Both the deficit-to-GDP ratio and growth of the quota of special local government debt are likely to decline in 2021, yet readjustment and optimization of the fiscal spending structure can be anticipated, according to the report.
Li Keaobo, a senior researcher at the Tsinghua think tank, added that quicker issuance and allocation of next year's special local government bonds can be expected, while the requirement for the profitability of investment using funds released from these bonds will be raised.
This year, China has set its target for the deficit-to-GDP ratio at over 3.6 percent, up from 2.8 percent a year ago, and the local government bond issuance quota at 3.75 trillion yuan ($573.4 million).
Zhang Bin, a senior fellow at the Chinese Academy of Social Sciences' Institute of World Economics and Politics, suggested on Sunday in a separate interview that efforts in building a stronger social safety net for low-income residents, as well as education and healthcare, shall carry more weight in a refined fiscal spending structure to make it more effective and bring greater benefits.
Fairer income distribution is needed to ensure economic expansion brings benefits to everyone, Zhang said, adding that more efforts are required on public services and social security.
Zhu Ning, deputy dean and professor of finance at the Shanghai Advanced Institute of Finance, summarized fiscal spending in these areas as "new spending on livelihoods", which he believes is crucial for China to achieve high-quality growth in the years to come.
"Such spending closely relates to core areas of livelihood, and will reduce people's worries over medical care and education and shore up their confidence in spending," Zhu said. "On the other hand, these areas have strong and constant demand from the public, and will make our fiscal spending more effective."

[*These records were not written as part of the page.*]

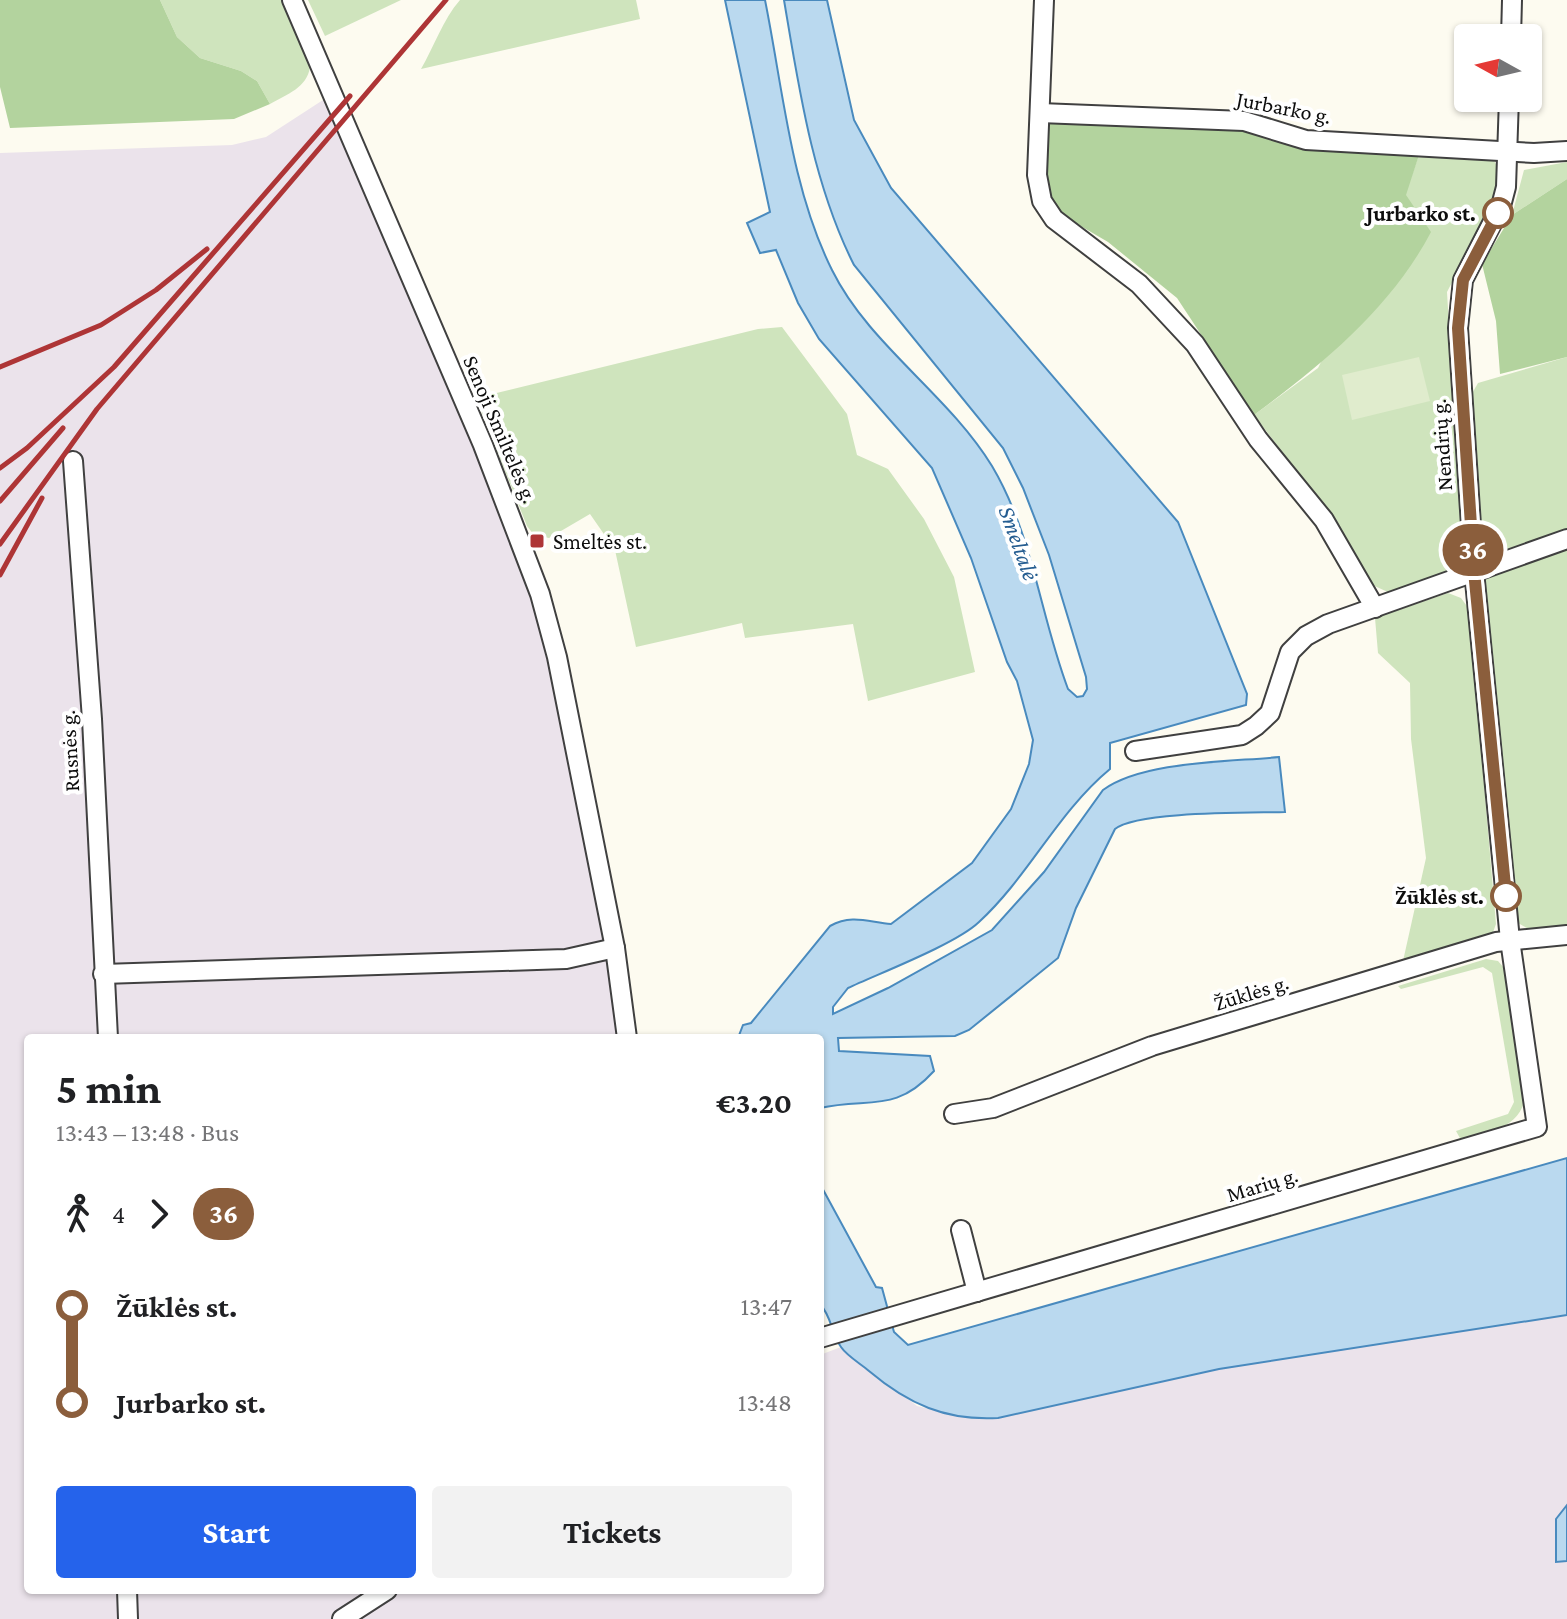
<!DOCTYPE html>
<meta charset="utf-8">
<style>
body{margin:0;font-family:"Crimson Pro",serif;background:#f2f2f2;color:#202124;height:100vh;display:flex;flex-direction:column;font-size:30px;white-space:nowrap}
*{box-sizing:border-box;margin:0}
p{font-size:26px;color:#757577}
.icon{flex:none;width:44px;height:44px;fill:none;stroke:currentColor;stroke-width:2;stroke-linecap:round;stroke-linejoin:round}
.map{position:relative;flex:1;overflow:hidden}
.details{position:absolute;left:24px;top:1034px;width:800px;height:560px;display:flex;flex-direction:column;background:#fff;border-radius:8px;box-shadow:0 2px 6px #0004}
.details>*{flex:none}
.badge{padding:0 16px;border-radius:26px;font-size:28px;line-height:52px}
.needle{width:52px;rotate:278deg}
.tools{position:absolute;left:1454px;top:24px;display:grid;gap:16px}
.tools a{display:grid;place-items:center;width:88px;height:88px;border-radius:8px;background:#fff;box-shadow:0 2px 6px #0004;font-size:40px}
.map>.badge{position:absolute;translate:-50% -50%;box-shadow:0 0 0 4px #fff}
.legs{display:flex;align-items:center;gap:12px;height:88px;padding:0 32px;font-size:26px}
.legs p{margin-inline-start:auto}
.headline{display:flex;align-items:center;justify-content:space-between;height:136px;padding:0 32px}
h1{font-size:44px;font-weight:700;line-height:60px}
.action{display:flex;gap:16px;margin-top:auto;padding:16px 32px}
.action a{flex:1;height:92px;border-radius:8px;background:#2563eb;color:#fff;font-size:32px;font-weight:700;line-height:92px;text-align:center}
.action a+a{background:#f2f2f2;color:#202124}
ul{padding:0 32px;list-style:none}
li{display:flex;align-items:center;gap:28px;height:96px;font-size:30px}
li i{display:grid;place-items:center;width:12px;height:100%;margin:0 10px;background:currentColor}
li i::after{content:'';width:20px;height:20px;margin:-10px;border:6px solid;border-radius:50%;background:#fff}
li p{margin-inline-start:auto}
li:first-child i{background:linear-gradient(#0000 50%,currentColor 0)}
li:last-child i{background:linear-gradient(currentColor 50%,#0000 0)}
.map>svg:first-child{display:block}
.industrial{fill:#ebe3eb}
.green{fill:#cfe4bd}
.forest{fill:#b3d39e}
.pitch{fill:#e0eccd}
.water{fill:#bad9ef;stroke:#498abe;stroke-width:2}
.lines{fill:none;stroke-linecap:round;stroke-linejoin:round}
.street-casing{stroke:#404040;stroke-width:22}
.street{stroke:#fff;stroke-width:18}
.rail{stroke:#ae3536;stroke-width:5}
.line-1-casing{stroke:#fff;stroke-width:18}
.line-1{stroke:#8b5e3c;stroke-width:12}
.stop-1-dot{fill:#fff;stroke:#8b5e3c;stroke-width:4}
.poi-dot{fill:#ae3536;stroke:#fff;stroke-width:3}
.labels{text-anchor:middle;stroke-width:8;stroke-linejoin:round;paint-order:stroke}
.street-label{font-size:22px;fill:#0d0d0d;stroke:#fff}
.stop-label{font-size:22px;font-weight:bold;fill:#0d0d0d;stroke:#fff;text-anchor:end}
.poi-label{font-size:22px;fill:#0d0d0d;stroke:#fff;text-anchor:start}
.water-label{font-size:24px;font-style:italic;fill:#255d91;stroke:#fff}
</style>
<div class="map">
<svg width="1567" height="1619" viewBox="0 0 1567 1619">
<rect width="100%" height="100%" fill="#fdfbf0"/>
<path class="industrial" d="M323 100 327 103 475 445 544 631 602 914 620 1038H28V1590H820V1355L841 1347 917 1406 972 1419 998 1418 1219 1369 1567 1315V1505L1556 1519 1557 1562 1567 1561V1619H0V153L232 145 266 137Z"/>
<g class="green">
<path d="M160 0H282L310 67C307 88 287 94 270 104L257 81 241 71 200 58 177 37Z"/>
<path d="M308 0H401L325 36Z"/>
<path d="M460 0H636L640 19 421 69C434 47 443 19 460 0Z"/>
<path d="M1420 152 1491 155 1499 170 1497 195 1447 292 1463 559 1458 568 1390 593 1368 583 1327 511 1254 415 1318 368 1405 195Z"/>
<path d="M1567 162V179L1512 215 1524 170Z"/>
<path d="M782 327 847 414 857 455 888 469 924 519 954 577 975 672 868 701 853 624 745 638 742 623 636 647 615 550 590 514 549 538 534 535 527 526 476 398 758 329Z"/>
<path d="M1567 357V530L1491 554 1481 547 1470 397 1478 383Z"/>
<path d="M1567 550V928L1532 931 1518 923 1514 910 1484 582 1489 575Z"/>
<path d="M1448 593 1461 598 1469 609 1496 924 1492 935 1403 961 1426 858 1411 739 1410 683 1378 653 1375 618Z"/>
<path d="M1486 959 1498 961 1504 968 1526 1096C1519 1129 1490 1132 1461 1140L1456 1131 1508 1114 1514 1102 1492 973 1483 967 1401 989 1398 986Z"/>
</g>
<g class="forest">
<path d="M0 0H160L177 37 200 58 241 71 257 81 270 104 234 119 10 128 0 87Z"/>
<path d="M1044 119 1249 129 1420 152 1406 195 1431 232C1391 308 1323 364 1254 415L1177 298 1108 242 1050 208 1041 177Z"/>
<path d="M1567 179V357L1500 374 1496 321 1482 264 1512 215Z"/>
</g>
<path class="pitch" d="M1419 357 1430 401 1352 420 1342 375Z"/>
<g class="water">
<path d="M725 0H765C783 89 791 188 832 270 869 345 948 394 992 466 1033 535 1040 615 1068 689L1077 697 1083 696 1087 689 1086 677 1049 555 1023 488 1003 448 854 265C813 184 799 89 784 0H827L854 120 891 188 1178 522 1247 694 1246 705 1110 743V769C1057 813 1029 876 979 922 956 944 880 973 848 988L833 1007V1014L888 988 992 930 1044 872 1103 790C1143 761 1229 762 1279 757L1285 812C1251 813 1137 811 1115 829L1076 908 1058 958 969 1030 955 1036 838 1038 839 1051 930 1056 934 1071C895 1114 869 1097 820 1108V1038H738L743 1025 751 1023 830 926C852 914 868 922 891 924L972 863 1011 809 1029 764 1033 740 1017 681 1007 662 971 558 932 468 819 339 798 303 776 250 760 253 747 223 770 212Z"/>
<path d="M1567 1158V1315L1219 1369 998 1418C946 1421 908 1404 869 1371 861 1364 847 1356 841 1347 831 1333 832 1317 820 1304V1184L876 1287 882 1288 894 1332 908 1345Z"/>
<path d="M1567 1505V1561L1556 1562V1519Z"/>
</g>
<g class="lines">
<defs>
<g id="street">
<path d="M292 0 483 445 540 594 557 657 615 948 627 1038"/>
<path d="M1044 0 1037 175 1042 201 1054 219 1139 284 1195 344 1258 439 1324 520 1375 608"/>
<path d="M1511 38 1512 0"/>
<path d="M1040 113 1244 121 1306 140 1534 153 1567 151"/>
<path d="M73 461 92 719 108 1038"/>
<path d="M1135 751 1242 735 1256 726 1270 713 1290 652 1306 636 1328 624 1567 539"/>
<path d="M103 974 566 959 615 948"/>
<path d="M954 1114 993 1108 1152 1046 1496 942 1567 935"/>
<path d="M961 1230 977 1292"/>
<path d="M820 1338 1537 1127 1510 940 1474 571 1458 328 1463 280 1501 206 1506 187 1509 98"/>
<path d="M127 1590 128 1619"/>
<path d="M342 1619 387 1590"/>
</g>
</defs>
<use href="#street" class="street-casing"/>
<use href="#street" class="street"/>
<g class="rail">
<path d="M0 367 101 325 156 290 207 249"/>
<path d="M0 468 27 448 114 367 350 96"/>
<path d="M0 501 63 428"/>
<path d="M0 544 97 409 446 0"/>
<path d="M0 575 42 498"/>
</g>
</g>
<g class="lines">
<defs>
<path id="line-1" d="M1498 213 1463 280 1458 328 1474 571 1506 896"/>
</defs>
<use href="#line-1" class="line-1-casing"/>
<use href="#line-1" class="line-1"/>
</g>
<g class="stop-1-dot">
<circle cx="1498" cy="213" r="14"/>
<circle cx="1506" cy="896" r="14"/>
</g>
<rect class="poi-dot" x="529" y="533" width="16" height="16" rx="4"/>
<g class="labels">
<g class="street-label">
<text transform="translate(1284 107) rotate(11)" y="8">Jurbarko g.</text>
<text transform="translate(501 429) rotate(67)" y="8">Senoji Smiltelės g.</text>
<text transform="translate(1441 445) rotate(-94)" y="8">Nendrių g.</text>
<text transform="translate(69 751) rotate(-93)" y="8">Rusnės g.</text>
<text transform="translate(1251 992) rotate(-17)" y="8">Žūklės g.</text>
<text transform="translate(1262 1184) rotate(-17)" y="8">Marių g.</text>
</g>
<g class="stop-label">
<text x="1476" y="221">Jurbarko st.</text>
<text x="1484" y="904">Žūklės st.</text>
</g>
<g class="poi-label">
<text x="553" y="549">Smeltės st.</text>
</g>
<g class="water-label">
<text transform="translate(1019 543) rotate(70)" y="8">Smeltalė</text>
</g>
</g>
</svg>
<div class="tools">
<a><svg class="needle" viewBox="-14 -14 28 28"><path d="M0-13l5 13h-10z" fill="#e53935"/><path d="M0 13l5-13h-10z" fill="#757577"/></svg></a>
</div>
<b class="badge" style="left:1473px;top:550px;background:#8b5e3c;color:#fff">36</b>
<section class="details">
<div class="headline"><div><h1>5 min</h1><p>13:43 – 13:48 · Bus</p></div><b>€3.20</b></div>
<div class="legs"><svg class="icon" aria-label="walk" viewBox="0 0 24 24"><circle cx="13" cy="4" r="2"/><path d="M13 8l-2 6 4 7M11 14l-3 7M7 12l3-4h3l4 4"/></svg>4<svg class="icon" aria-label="forward" viewBox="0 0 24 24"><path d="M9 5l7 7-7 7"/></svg><b class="badge" style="background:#8b5e3c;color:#fff">36</b></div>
<ul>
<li><i style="color:#8b5e3c"></i><b>Žūklės st.</b><p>13:47</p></li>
<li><i style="color:#8b5e3c"></i><b>Jurbarko st.</b><p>13:48</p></li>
</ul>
<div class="action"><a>Start</a><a>Tickets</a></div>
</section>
</div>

As the Central Economic Work Conference pledged to maintain policy support for the economy with no sudden shift in policies, experts believe that some gradual winding down in 2021 of China's easing measures introduced since the start of the COVID-19 situation can be possible.
Zhu said he believes that efforts in tax and fees cuts, particularly for smaller firms, will be continued as part of a proactive and effective fiscal policy.
The National Bureau of Statistics announced on Sunday that in the first 11 months of the year, the profits of major industrial firms expanded 2.4 percent year-on-year to more than 5.74 trillion yuan, up 1.7 percentage points from that in the first 10 months.
"Such growth, though mild, is hard won as demand for bulk commodities remains weak worldwide. Robust growth of major industrial sectors such as petrochemicals and steel requires effectively boosting domestic demand and consumption. Expanding domestic demand will become increasingly important for China's growth with the possible decline in our exports of medical supplies," said Li Keaobo from the Tsinghua think tank.